I was only two treatments away from marking #100 when I had to quit the trial. I can’t tell you how much I was looking forward to celebrating my centennial treatment! That had been a milestone I had anticipated for many, many months. I was getting especially excited with the day coming in only two weeks!
But, the growing tumor meant that the immunotherapy was no longer working like it had been. One tumor, Wayward Tumor, had reconfigured itself and was outsmarting my immune system again. As much as I wanted to reach that 100th treatment, it made no sense to continue a treatment that wasn’t controlling an active tumor.
I have to tell you. I was heartbroken. Not so much because I had a tumor smarter than my immune system, but because I had dreamed about and already begun to celebrate that milestone 100th treatment. Strangely, I never thought past that particular treatment. I wasn’t looking forward to the 125th , the 110th, or really, even the 101st treatment. But, I was definitely greatly anticipating the 100th infusion of nivolumab, aka Opdivo.
As I described in “A Bump in the Road,” we considered several options for the new treatment. My oncologist first recommended a Phase 1 trial for a new immunotherapy. I was prepared for that, but the trial filled before I could meet all requirements. Next, he recommended I go on chemotherapy for a short while. He thought that giving my body a break from immunotherapy while we waited for another trial to become available would be a good plan.
Chemotherapy wasn’t an option I wanted to take. I had been there, done that … and I didn’t want to do it again. I had become spoiled to feeling great and enjoying my life while on Opdivo. No matter how many ways I considered it, I just couldn’t convince myself to go back to the point where I was throwing up, rolling on my bed in pain, too fatigued to walk 10 feet. So, against my doctor’s better judgment, I refused that plan of action.
Next, the doctor recommended that we just continue on with Opdivo. Ah!!! Maybe I would make treatment #100 after all!!!
But, no. I could not justify asking my insurance company to pay for a treatment that was allowing one tumor to grow. The fact that the growing tumor was in a lymph node and near my head convinced me even further that it was time to try something else. Cancer in lymph nodes can easily travel anywhere else in the body … and it was close to my brain. No, continuing on for a few months while we waited for another trial to open up just didn’t seem like a viable plan to me.
Advocating for Yourself
Now, I realize that I do not have a medical degree and I am not as smart as my oncologist is. I cannot determine the right treatment plan for anyone else. But, I am studied enough and know myself well enough to be able to help plan my own treatment. If I make a mistake, I am willing to own the consequences. But, I have to do what feels like the best course of action for me, regardless of what the professionals might recommend.

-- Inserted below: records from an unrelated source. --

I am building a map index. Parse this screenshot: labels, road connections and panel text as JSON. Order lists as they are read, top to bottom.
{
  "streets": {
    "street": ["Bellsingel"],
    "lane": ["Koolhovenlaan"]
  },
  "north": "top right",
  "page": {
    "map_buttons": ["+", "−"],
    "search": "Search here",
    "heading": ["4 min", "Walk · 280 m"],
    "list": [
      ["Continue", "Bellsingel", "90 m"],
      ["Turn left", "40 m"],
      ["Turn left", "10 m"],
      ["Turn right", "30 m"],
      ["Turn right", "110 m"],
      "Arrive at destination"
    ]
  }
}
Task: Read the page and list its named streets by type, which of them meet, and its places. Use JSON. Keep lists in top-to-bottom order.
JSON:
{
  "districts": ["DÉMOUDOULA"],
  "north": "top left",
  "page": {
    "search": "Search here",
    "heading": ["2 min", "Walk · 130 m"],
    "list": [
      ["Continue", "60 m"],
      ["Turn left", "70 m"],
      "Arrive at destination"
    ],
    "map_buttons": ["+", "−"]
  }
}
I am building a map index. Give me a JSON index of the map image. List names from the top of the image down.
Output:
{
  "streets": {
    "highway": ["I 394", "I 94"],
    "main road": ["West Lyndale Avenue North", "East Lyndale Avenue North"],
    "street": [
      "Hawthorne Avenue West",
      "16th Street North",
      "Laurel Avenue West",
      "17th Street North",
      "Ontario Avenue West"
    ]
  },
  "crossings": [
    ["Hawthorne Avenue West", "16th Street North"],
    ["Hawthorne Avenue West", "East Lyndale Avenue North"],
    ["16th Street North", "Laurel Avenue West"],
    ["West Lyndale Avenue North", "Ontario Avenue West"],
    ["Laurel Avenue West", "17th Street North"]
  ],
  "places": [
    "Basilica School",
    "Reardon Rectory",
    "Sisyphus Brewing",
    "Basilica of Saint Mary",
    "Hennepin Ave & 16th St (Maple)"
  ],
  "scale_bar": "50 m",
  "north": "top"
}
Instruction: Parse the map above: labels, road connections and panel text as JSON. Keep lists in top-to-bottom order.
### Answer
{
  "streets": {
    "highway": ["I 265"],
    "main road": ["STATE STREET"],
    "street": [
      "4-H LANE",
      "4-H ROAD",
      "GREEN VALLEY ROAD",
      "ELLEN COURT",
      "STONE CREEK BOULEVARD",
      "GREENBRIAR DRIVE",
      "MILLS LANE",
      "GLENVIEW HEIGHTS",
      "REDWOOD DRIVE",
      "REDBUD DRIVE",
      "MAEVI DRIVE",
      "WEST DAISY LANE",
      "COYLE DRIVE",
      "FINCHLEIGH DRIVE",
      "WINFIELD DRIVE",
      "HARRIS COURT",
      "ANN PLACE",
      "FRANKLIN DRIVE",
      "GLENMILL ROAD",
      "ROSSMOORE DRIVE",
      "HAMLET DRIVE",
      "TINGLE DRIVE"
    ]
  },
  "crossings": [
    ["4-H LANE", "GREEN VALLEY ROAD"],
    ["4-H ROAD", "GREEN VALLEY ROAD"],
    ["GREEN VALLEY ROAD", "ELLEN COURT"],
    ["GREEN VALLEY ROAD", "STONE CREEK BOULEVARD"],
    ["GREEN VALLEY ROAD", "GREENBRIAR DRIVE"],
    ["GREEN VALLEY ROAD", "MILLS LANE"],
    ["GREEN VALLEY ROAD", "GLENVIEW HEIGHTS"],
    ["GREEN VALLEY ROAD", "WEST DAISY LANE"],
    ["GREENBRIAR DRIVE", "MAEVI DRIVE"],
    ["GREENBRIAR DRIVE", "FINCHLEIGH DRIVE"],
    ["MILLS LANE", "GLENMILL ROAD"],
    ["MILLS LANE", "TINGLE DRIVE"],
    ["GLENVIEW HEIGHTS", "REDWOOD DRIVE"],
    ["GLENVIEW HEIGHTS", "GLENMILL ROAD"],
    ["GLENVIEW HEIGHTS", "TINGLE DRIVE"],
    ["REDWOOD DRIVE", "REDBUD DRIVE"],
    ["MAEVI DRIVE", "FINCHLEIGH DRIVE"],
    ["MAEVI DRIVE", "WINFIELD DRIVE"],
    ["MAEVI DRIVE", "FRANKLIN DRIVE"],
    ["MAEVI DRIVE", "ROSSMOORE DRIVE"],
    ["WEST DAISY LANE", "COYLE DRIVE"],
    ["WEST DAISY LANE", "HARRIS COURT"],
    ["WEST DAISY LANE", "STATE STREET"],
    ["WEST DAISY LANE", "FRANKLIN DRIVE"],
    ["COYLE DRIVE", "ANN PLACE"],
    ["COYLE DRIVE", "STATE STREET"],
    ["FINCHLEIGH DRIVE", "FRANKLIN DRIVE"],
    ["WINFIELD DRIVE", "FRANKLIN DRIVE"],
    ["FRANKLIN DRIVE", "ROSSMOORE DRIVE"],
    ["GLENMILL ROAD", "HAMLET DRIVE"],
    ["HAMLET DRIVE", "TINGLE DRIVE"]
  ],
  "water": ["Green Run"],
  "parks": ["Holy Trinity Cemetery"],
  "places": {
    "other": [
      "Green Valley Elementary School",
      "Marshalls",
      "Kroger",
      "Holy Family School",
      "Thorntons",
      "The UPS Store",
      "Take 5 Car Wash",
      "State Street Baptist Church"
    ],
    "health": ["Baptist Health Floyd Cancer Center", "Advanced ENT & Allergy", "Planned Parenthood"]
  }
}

I attend a lot of conferences or patient summits or seminars … whatever name they go by … where we have experts come and speak with us. I am by no means the most learned patient around, but I do try to keep up with what’s going on in the field of lung cancer so that I am knowledgeable enough to be part of my own care team.
Here’s the thing. I have no ulterior motives except wanting to stay alive while maintaining the best possible quality of life. I don’t mind participating in clinical trials at all. In fact, I enjoy them. But, I don’t consider clinical trial participation the end all. I have no real motivation to be in a trial at this point except to (1) help advance science, but more selfishly, (2) to keep myself alive under the best possible circumstances.
Doctors, no matter how objective they try to be, may still be influenced a bit by their own interests. Some doctors may go the easy route – the tried and true route. Other doctors may wish to be so cutting edge that they fail to realize that on occasion traditional treatments are the best choice.
And, while doctors are quite learned, they are human. They may make mistakes. They may be overworked. They may have other factors influencing their decisions. They may feel more comfortable with certain treatments than others.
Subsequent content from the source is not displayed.